I gathered, sorted and sold a few older cows the second week of September. It is always a fall chore in which I really miss Dad for both guidance and someone to argue with over which cows have spent their last days here on the ranch. As I evaluate each cow I try to imagine just what conversation he and I would have had. There are times that I think Dad wins more arguments with me now than he did when he was physically here. Almost every one of these great grandma cows has some memory connected to him. What is amazing is as much as Dad and I would sometimes argue over a particular cow and her fate is that it has not ended just because he is not physically in the sorting alley.
These days there is a 13 year old young lady (Dakota) that is about like a trail lawyer working on a percentage defending some of these cows. The inflection of her voice is different but the words flow from her the same as they did from her grandfather. Sometimes she can be so smart, sometimes so smartass, sometimes so confident yet sometimes a bit yielding it is much of the same dance as it was with Dad. There are days that if she was wearing cutoff jean shorts with cowboy boots, a dirty straw hat and smoking a menthol cigarette and was 8 inches taller I would swear she was him. Saying things like, “Oh, so you think she wont raise a good calf next year like she has for the last 20 years” as she rolls her eyes and I put the cow in the cull pen. Then the discussion begins and like I previously said, I think Dad wins more arguments now channeling through her than he did in his own right.
I will be posting another blog post either later tonight or tomorrow sometime about a tour I went on today. I also want to thank all of you that have continued to support and even tell me you miss it when I don’t post regularly. I really do appreciate that. The last thing I need to update is Festus has healed fine and is right back to bringing sticks or other items to anyone willing to throw them for him.

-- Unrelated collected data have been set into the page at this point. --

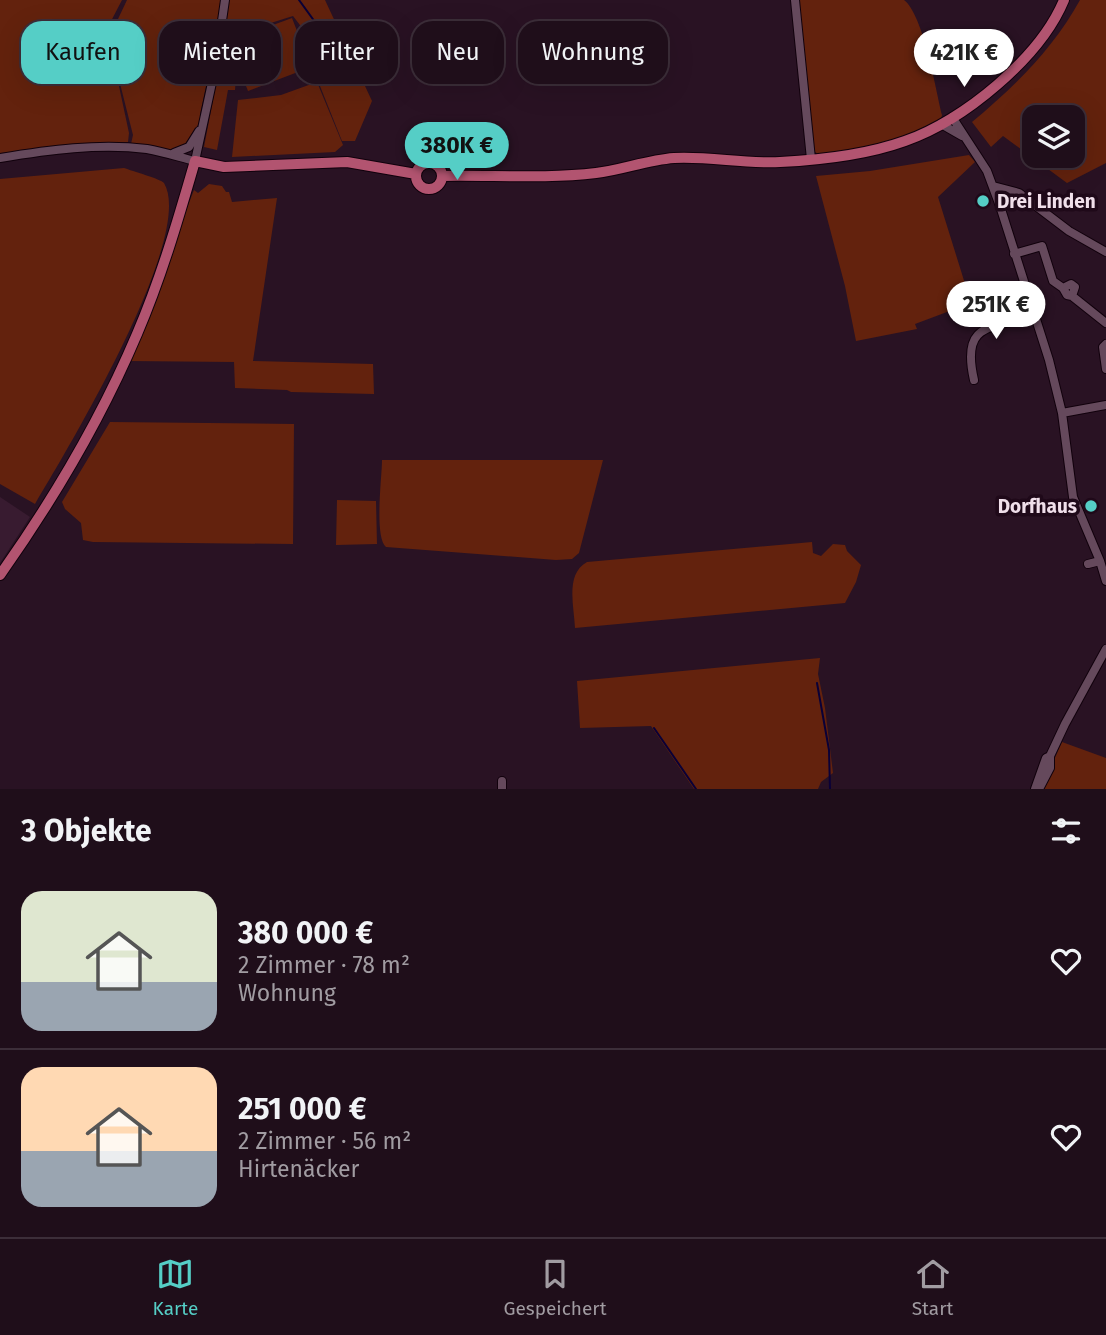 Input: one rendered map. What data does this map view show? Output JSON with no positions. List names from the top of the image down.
{
  "places": ["Drei Linden", "Dorfhaus"],
  "page": {
    "chip": [
      "Kaufen",
      "Mieten",
      "Filter",
      "Neu",
      "Wohnung"
    ],
    "price": ["421K €", "380K €", "251K €"],
    "heading": "3 Objekte",
    "list": [
      {
        "name": "380 000 €",
        "note": "2 Zimmer · 78 m² · Wohnung"
      },
      {
        "name": "251 000 €",
        "note": "2 Zimmer · 56 m² · Hirtenäcker"
      }
    ],
    "tabs": ["Karte", "Gespeichert", "Start"]
  }
} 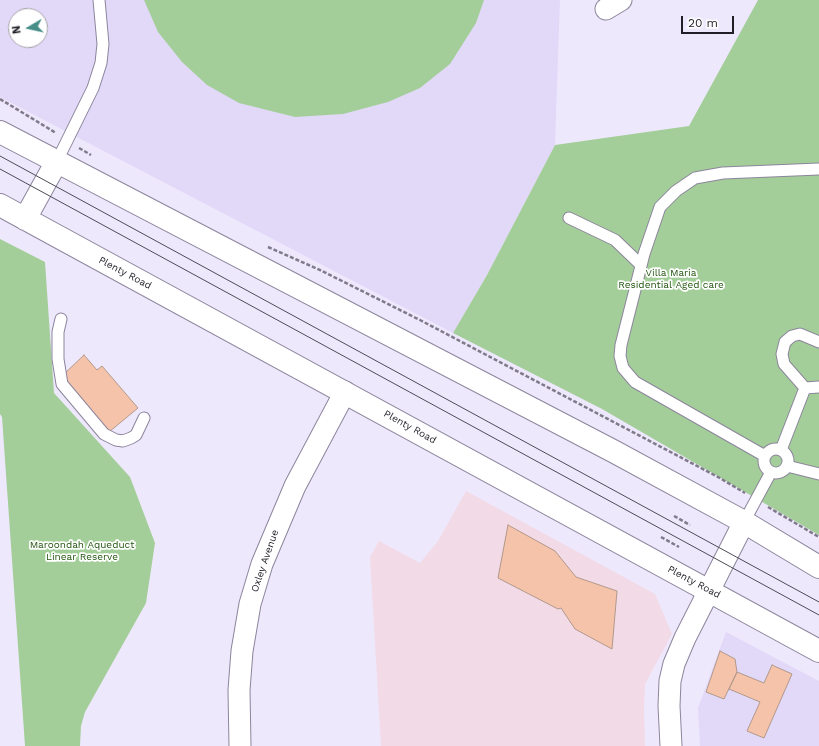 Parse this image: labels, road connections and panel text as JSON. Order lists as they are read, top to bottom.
{
  "streets": {
    "highway": ["Plenty Road"],
    "street": ["Oxley Avenue"]
  },
  "crossings": [
    ["Plenty Road", "Oxley Avenue"]
  ],
  "parks": ["Villa Maria Residential Aged care", "Maroondah Aqueduct Linear Reserve"],
  "scale_bar": "20 m",
  "north": "left"
} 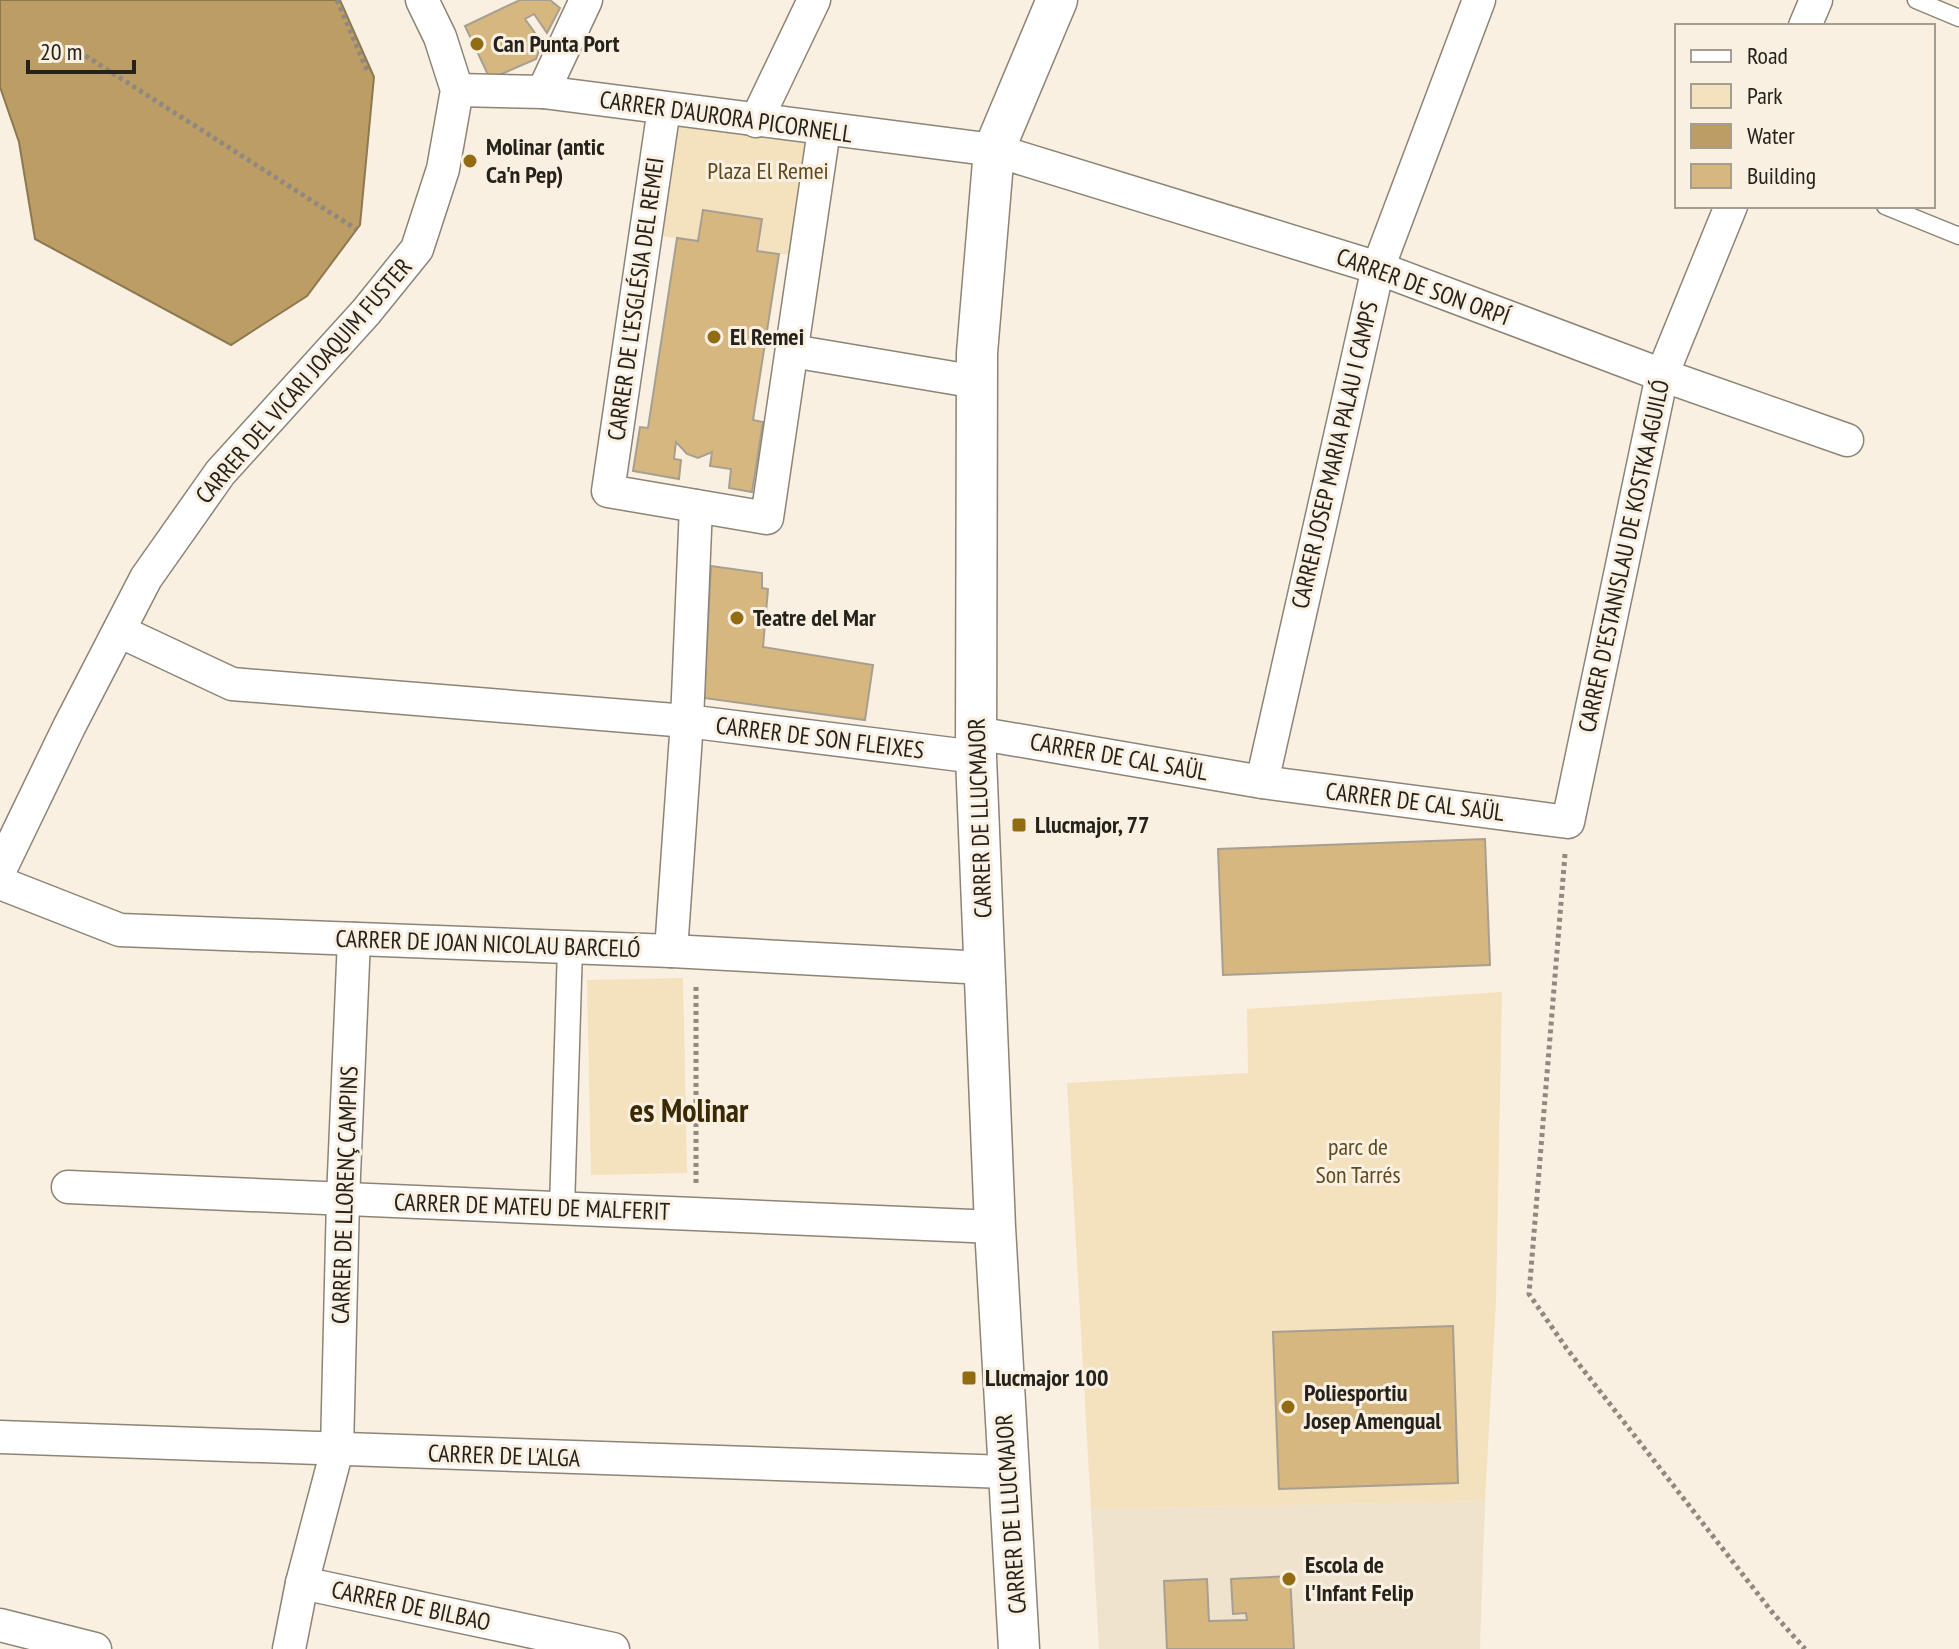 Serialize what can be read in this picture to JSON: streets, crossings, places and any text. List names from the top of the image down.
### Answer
{
  "streets": {
    "street": [
      "CARRER D'AURORA PICORNELL",
      "CARRER DE SON ORPÍ",
      "CARRER DE L'ESGLÉSIA DEL REMEI",
      "CARRER DEL VICARI JOAQUIM FUSTER",
      "CARRER JOSEP MARIA PALAU I CAMPS",
      "CARRER D'ESTANISLAU DE KOSTKA AGUILÓ",
      "CARRER DE SON FLEIXES",
      "CARRER DE CAL SAÜL",
      "CARRER DE LLUCMAJOR",
      "CARRER DE JOAN NICOLAU BARCELÓ",
      "CARRER DE LLORENÇ CAMPINS",
      "CARRER DE MATEU DE MALFERIT",
      "CARRER DE L'ALGA",
      "CARRER DE BILBAO"
    ]
  },
  "crossings": [
    ["CARRER D'AURORA PICORNELL", "CARRER DE SON ORPÍ"],
    ["CARRER D'AURORA PICORNELL", "CARRER DE L'ESGLÉSIA DEL REMEI"],
    ["CARRER D'AURORA PICORNELL", "CARRER DEL VICARI JOAQUIM FUSTER"],
    ["CARRER D'AURORA PICORNELL", "CARRER DE LLUCMAJOR"],
    ["CARRER DE SON ORPÍ", "CARRER JOSEP MARIA PALAU I CAMPS"],
    ["CARRER DE SON ORPÍ", "CARRER D'ESTANISLAU DE KOSTKA AGUILÓ"],
    ["CARRER DE SON ORPÍ", "CARRER DE LLUCMAJOR"],
    ["CARRER DE L'ESGLÉSIA DEL REMEI", "CARRER DE SON FLEIXES"],
    ["CARRER JOSEP MARIA PALAU I CAMPS", "CARRER DE CAL SAÜL"],
    ["CARRER D'ESTANISLAU DE KOSTKA AGUILÓ", "CARRER DE CAL SAÜL"],
    ["CARRER DE SON FLEIXES", "CARRER DE CAL SAÜL"],
    ["CARRER DE SON FLEIXES", "CARRER DE LLUCMAJOR"],
    ["CARRER DE CAL SAÜL", "CARRER DE LLUCMAJOR"],
    ["CARRER DE LLUCMAJOR", "CARRER DE JOAN NICOLAU BARCELÓ"],
    ["CARRER DE LLUCMAJOR", "CARRER DE MATEU DE MALFERIT"],
    ["CARRER DE LLUCMAJOR", "CARRER DE L'ALGA"],
    ["CARRER DE JOAN NICOLAU BARCELÓ", "CARRER DE LLORENÇ CAMPINS"],
    ["CARRER DE LLORENÇ CAMPINS", "CARRER DE MATEU DE MALFERIT"],
    ["CARRER DE LLORENÇ CAMPINS", "CARRER DE L'ALGA"],
    ["CARRER DE LLORENÇ CAMPINS", "CARRER DE BILBAO"]
  ],
  "districts": ["es Molinar"],
  "parks": ["Plaza El Remei", "parc de Son Tarrés"],
  "places": {
    "other": [
      "Can Punta Port",
      "Molinar (antic Ca'n Pep)",
      "El Remei",
      "Teatre del Mar",
      "Poliesportiu Josep Amengual",
      "Escola de l'Infant Felip"
    ],
    "transit": ["Llucmajor, 77", "Llucmajor 100"]
  },
  "legend": [
    "Road",
    "Park",
    "Water",
    "Building"
  ],
  "scale_bar": "20 m"
} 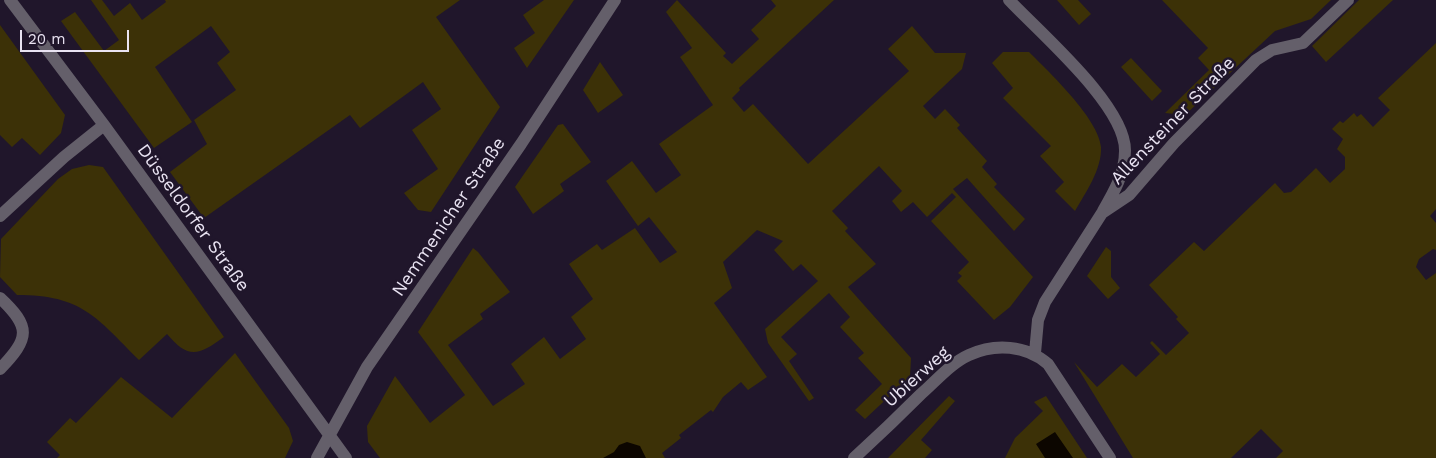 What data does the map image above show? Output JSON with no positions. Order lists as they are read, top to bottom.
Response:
{
  "streets": {
    "street": [
      "Allensteiner Straße",
      "Nemmenicher Straße",
      "Düsseldorfer Straße",
      "Ubierweg"
    ]
  },
  "crossings": [
    ["Allensteiner Straße", "Ubierweg"],
    ["Nemmenicher Straße", "Düsseldorfer Straße"]
  ],
  "scale_bar": "20 m"
}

Today’s real environmentalist species found on the ranch is Tansy mustard aka Descurainia pinnata.
Today’s picture is 9194w a long yearling that calved early standing next to her fall bull calf. Her mother 5194w was probably one of the hardest cows for me to ever cull. Knowing that the line lives on does make me smile though. Knowing what her mother was like attitude wise around a new calf makes me know this calf will not be tagged before branding.